Botta e risposta tra Bossetti e il pm

«Quel dna non mi appartiene». Per la prima volta, Massimo Bossetti, imputato per l’omicidio di Yara Gambirasio ha messo in dubbio, nel corso del suo interrogatorio, che il dna trovato sul corpo della ragazza uccisa sia suo.

«È un dna strampalato, e che per metà non corrisponde», ha detto il carpentiere a proposito della mancata corrispondenza tra il dna nucleare e quello mitocondriale.

L’interrogatorio è iniziato alle 9.40. in aula anche la moglie Marita Comi. È botta e risposta tra il pm Letizia Ruggeri e Massimo Bossetti.

BOSSETTI MOLTO DETERMINATO
«È dal giorno del mio arresto che mi chiedo come sono finito in questa vicenda - ha proseguito Bossetti - visto che non ho fatto niente e voi lo sapete»
. Il pm Letizia Ruggeri ha ribattuto che un giudice ha ritenuto che dovesse rimanere in carcere e un altro che gli elementi a suo carico sono stati giudicati tali da sostenere un giudizio. «Evidentemente la vicenda non è strampalata come dice lei» ha ribattuto il pm.
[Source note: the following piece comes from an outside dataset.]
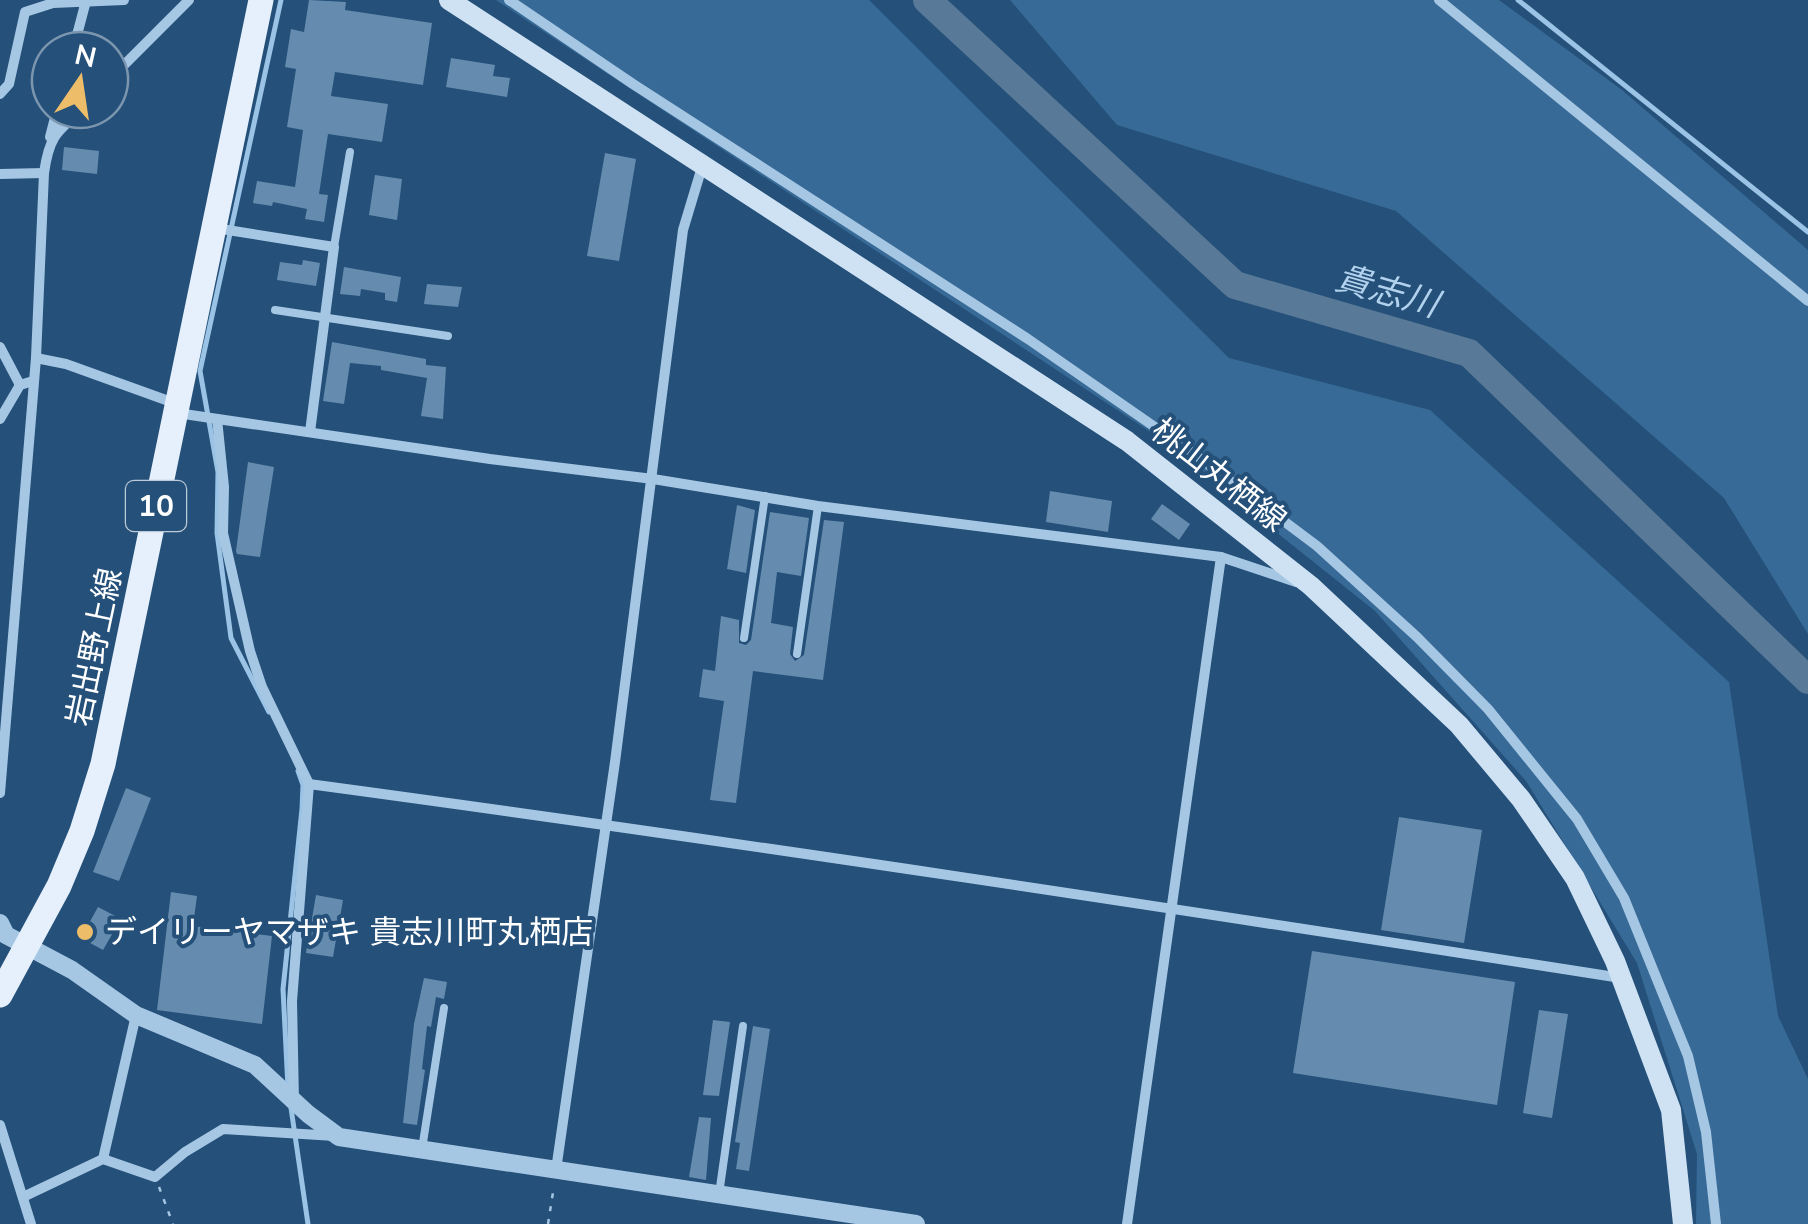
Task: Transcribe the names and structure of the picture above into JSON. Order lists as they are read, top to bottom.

E poi Bossetti, molto carico e determinato nelle risposte, ha ribadito: «Quel dna è a metà, è pieno di errori: tirate fuori le prove vere». Il muratore ha anche parlato della conoscenza con il papà di Yara, Fulvio Gambirasio: «L’ho visto qualche volta in un cantiere a Palazzago, dopo la scomparsa di Yara. E poi a un distributore di benzina, davanti alla palestra».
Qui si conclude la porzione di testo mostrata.